Database¶

We use a PostgreSQL database (recommended version 13) for working with beacon data. For more information on setting up the database consult Database Setup.

Attention

We recommend https://pgtune.leopard.in.ua/ for establishing PostgreSQL configuration parameters, in order to optimised database setup.

e.g. for PostgreSQL running on 8GB of RAM setting shared_buffers = 2GB effective_cache_size = 6GB can improve query performance.

Hint

Additional indexes can be added to improve query time performance

CREATE INDEX data_needed ON beacon_data_table
  USING btree(datasetId, chromosome, start, reference, alternate, varianttype,
              frequency, "end");

We use the DB schema below as a means for providing making data accessible as described by the Beacon API specification.

When designing the DB schema we also took into consideration information contained in *.vcf files.

Information for the metadata table currently needs to be provided by the data submitter, as such information cannot be extracted from *.vcf files.

The Data Provider can use the beacon_init utility to load data, but if Data Provider has a previous Database we recommend to skip the beacon_init utility and set up the database using one of the solutions:

creating a DB view that matches the DB schema for the beacon python server as described below;
migrate the database to match the DB schema;
keep own database, but modify the queries in beacon_api.utils.data_query().

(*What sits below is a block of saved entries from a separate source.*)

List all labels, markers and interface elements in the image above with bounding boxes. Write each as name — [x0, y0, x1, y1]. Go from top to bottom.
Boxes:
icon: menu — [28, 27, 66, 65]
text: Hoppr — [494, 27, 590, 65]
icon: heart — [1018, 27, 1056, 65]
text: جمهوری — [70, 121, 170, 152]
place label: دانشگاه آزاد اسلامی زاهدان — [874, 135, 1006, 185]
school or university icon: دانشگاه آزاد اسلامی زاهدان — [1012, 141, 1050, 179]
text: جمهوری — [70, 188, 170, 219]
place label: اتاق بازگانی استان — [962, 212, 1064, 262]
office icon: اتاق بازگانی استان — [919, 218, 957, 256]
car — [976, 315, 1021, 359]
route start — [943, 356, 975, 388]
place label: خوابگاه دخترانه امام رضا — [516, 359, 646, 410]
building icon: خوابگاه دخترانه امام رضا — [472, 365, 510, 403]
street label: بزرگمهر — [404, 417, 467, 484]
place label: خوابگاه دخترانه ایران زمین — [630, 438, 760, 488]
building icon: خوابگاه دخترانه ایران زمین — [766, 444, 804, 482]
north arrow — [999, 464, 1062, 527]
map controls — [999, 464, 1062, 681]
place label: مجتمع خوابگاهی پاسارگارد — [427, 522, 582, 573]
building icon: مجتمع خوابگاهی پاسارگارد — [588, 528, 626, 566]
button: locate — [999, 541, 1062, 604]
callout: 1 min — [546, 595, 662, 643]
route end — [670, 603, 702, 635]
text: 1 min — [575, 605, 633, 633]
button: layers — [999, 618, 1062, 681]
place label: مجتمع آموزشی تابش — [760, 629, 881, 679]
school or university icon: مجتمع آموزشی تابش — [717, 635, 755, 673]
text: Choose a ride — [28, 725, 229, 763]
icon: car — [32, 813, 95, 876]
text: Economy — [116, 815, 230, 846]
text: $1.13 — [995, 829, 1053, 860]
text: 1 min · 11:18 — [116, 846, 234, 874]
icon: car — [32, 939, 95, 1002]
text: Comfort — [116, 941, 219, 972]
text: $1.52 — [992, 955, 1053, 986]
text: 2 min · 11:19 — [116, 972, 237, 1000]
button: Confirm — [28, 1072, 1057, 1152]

CREATE TYPE access_levels AS enum('CONTROLLED', 'REGISTERED', 'PUBLIC');

CREATE TABLE IF NOT EXISTS beacon_dataset_table (
    index SERIAL,
    name VARCHAR(128),
    datasetId VARCHAR(128),
    description VARCHAR(512),
    assemblyId VARCHAR(16),
    createDateTime TIMESTAMP WITH TIME ZONE,
    updateDateTime TIMESTAMP WITH TIME ZONE,
    version VARCHAR(8),
    sampleCount INTEGER,
    externalUrl VARCHAR(256),
    accessType access_levels,
    PRIMARY KEY (index)
);

/*
The values in this table take a long time to compute on large datasets
Most likely these values do not change once the dataset is loaded so one
could compute the values and UPDATE the table once the all dataset is inserted

callcount: SELECT count(*) FROM (SELECT distinct(datasetId, chromosome, reference, start)
                                 FROM beacon_data_table) t;

variantcount: SELECT count(*) FROM beacon_data_table;
*/

CREATE TABLE IF NOT EXISTS beacon_dataset_counts_table (
    datasetId VARCHAR(128),
    callCount INTEGER DEFAULT NULL,
    variantCount BIGINT DEFAULT NULL
);

CREATE TABLE IF NOT EXISTS beacon_data_table (
    index SERIAL,
    datasetId VARCHAR(128),
    start INTEGER,
    chromosome VARCHAR(2),
    reference VARCHAR(8192),
    alternate VARCHAR(8192),
    "end" INTEGER,
    aggregatedVariantType VARCHAR(16),
    alleleCount INTEGER,
    callCount INTEGER,
    frequency REAL,
    variantType VARCHAR(16),
    PRIMARY KEY (index)
);

CREATE TABLE IF NOT EXISTS beacon_mate_table (
    index SERIAL,
    datasetId VARCHAR(128),
    chromosome VARCHAR(2), 
    chromosomeStart INTEGER,
    chromosomePos VARCHAR(128), /*for working with MATEID*/
    mate VARCHAR(2), 
    mateStart INTEGER,
    matePos VARCHAR(128), /*for working with MATEID*/
    reference VARCHAR(8192),
    alternate VARCHAR(8192),
    alleleCount INTEGER,
    callCount INTEGER,
    frequency REAL,
    "end" INTEGER,
    PRIMARY KEY (index)
);

CREATE UNIQUE INDEX data_conflict ON beacon_data_table (datasetId, chromosome, start, reference, alternate);
CREATE UNIQUE INDEX metadata_conflict ON beacon_dataset_table (name, datasetId);
CREATE UNIQUE INDEX mate_conflict ON beacon_mate_table (datasetId, chromosome, mate, chromosomePos, matePos);


CREATE OR REPLACE VIEW dataset_metadata(name, datasetId, description, assemblyId,
                                        createDateTime, updateDateTime, version,
                                        callCount, variantCount, sampleCount, externalUrl, accessType)
AS SELECT a.name, a.datasetId, a.description, a.assemblyId, a.createDateTime,
          a.updateDateTime, a.version, b.callCount,
          b.variantCount,
          a.sampleCount, a.externalUrl, a.accessType
FROM beacon_dataset_table a, beacon_dataset_counts_table b
WHERE a.datasetId=b.datasetId

Note

In order to retrieve HIT and MISS as per to the API specification, we make use of the queries exemplified below.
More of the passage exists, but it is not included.